Please explain the evolution of Ekacitta from its inception in 1996 to today.

The idea for Ekacitta started taking shape in 1994 when a group of Hungarian business people approached us with an interest in entering the Indonesian pharmaceutical market. Given my background as a pharmacist, we formed a partnership and spent several years planning before officially establishing Ekacitta in 1996. Since then, Ekacitta has evolved into a supplier of raw materials for the pharmaceutical, cosmetic, and food sectors in Indonesia. While we cater to various industries, our primary focus remains on supplying raw materials to the healthcare sector, with pharmaceuticals being the largest segment of our business due to its high value.

The majority of Indonesia’s pharmaceutical manufacturers are concentrated in Java. How does this shape your distribution network?

Ekacitta currently operates seven branches throughout Indonesia, each equipped with warehouses and employees. These branches are strategically spread across the country. However, we recognize the need to expand further and are planning to open another branch in Medan. Establishing a local presence is crucial in this industry as it allows us to have the necessary knowledge and daily communication in the local dialect, particularly in the Hokian language, which contributes to our success in serving the Indonesian market.

How many manufacturers utilize your raw materials?

Indonesia is home to approximately 170 pharmaceutical manufacturers, of which around 120 are considered active players.
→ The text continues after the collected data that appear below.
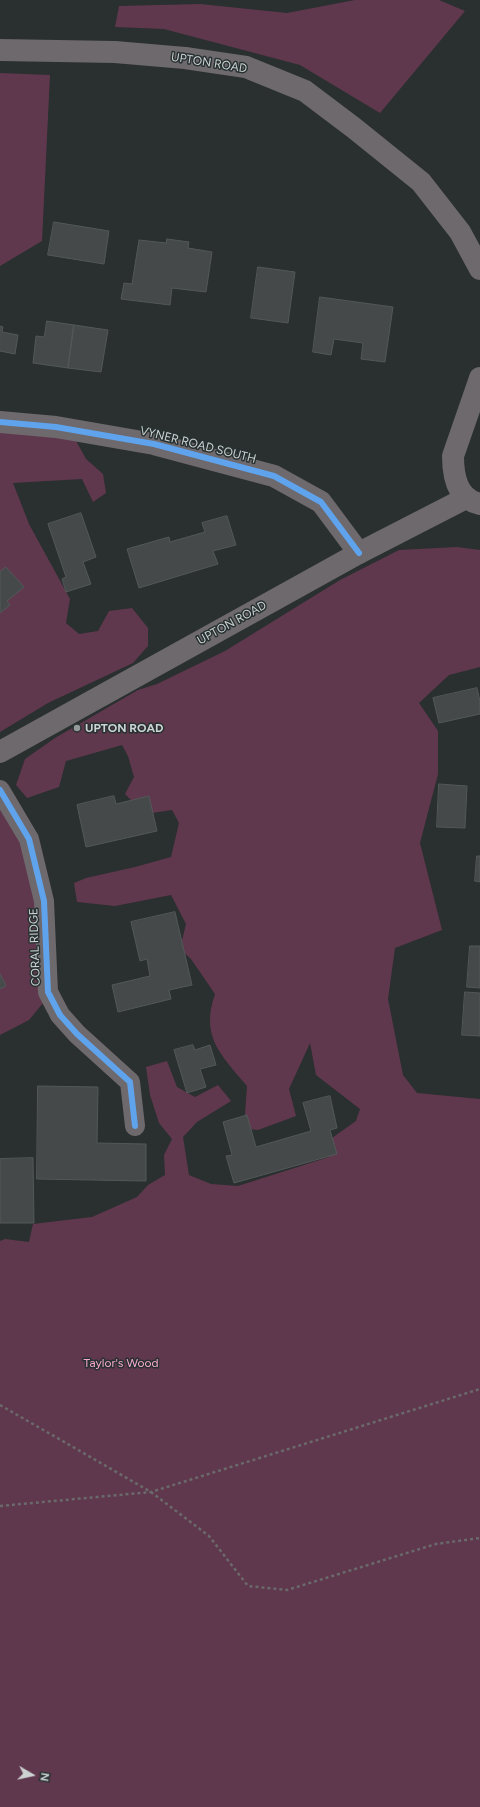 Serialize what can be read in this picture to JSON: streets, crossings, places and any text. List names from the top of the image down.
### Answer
{
  "streets": {
    "main road": ["UPTON ROAD", "VYNER ROAD SOUTH"],
    "street": ["CORAL RIDGE"]
  },
  "crossings": [
    ["UPTON ROAD", "VYNER ROAD SOUTH"]
  ],
  "parks": ["Taylor's Wood"],
  "places": ["UPTON ROAD"],
  "north": "right"
}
Ekacitta works with approximately 100 of these manufacturers, supplying them with our raw materials.

What is the competitive landscape for wholesalers in Indonesia’s pharmaceutical sector?

In order to regulate the pharmaceutical industry and control the flow of materials into Indonesia, the government imposes limitations on the number of wholesalers authorized to sell raw materials for pharmaceuticals. Wholesalers are required to obtain a license, which has a duration of either two or five years and must be renewed for continued operation. Due to the difficulty of obtaining a wholesalers (PBF Bahan Baku Farmasi) license, the market for raw materials suppliers in Indonesia is relatively small, comprising around 10 to 15 leading companies.
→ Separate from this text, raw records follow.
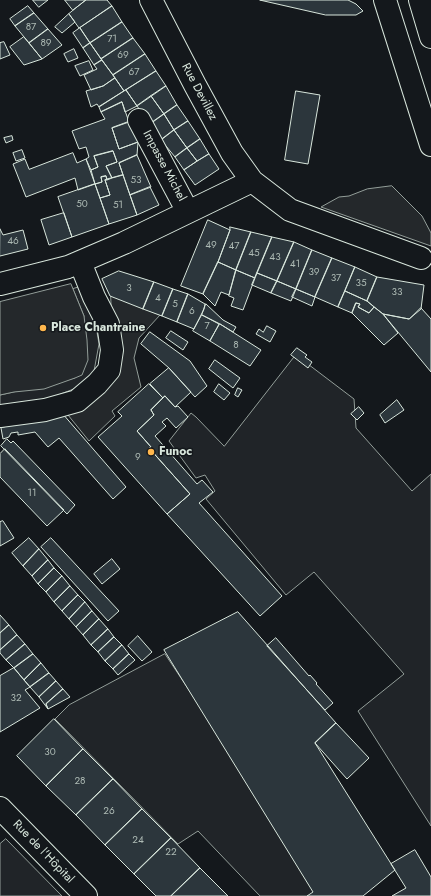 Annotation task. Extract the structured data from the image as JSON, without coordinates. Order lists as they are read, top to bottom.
{
  "streets": {
    "main road": ["Rue Devillez", "Impasse Michel", "Rue de l'Hôpital"]
  },
  "places": ["Place Chantraine", "Funoc"],
  "house_numbers": [
    "87",
    "71",
    "89",
    "69",
    "67",
    "53",
    "50",
    "51",
    "46",
    "49",
    "47",
    "45",
    "43",
    "41",
    "39",
    "37",
    "35",
    "3",
    "33",
    "4",
    "5",
    "6",
    "7",
    "8",
    "9",
    "11",
    "32",
    "30",
    "28",
    "26",
    "24",
    "22"
  ]
}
Historically, how has Ekacitta performed in terms of growth, and how does it plan to capitalize on opportunities in the future?

 Over the past five years, Ekacitta has experienced significant growth, with our business expanding six-fold during this period. Our growth strategy focuses on nurturing our existing relationships with principals and products while closely monitoring demand trends and market opportunities. We pay close attention to Indonesia’s healthcare reforms and the resulting demand for specific drugs. By aligning ourselves with these trends, we have achieved a growth rate of 15 to 20 percent this year. We intend to continue capitalizing on these opportunities and sustain similar growth in the future.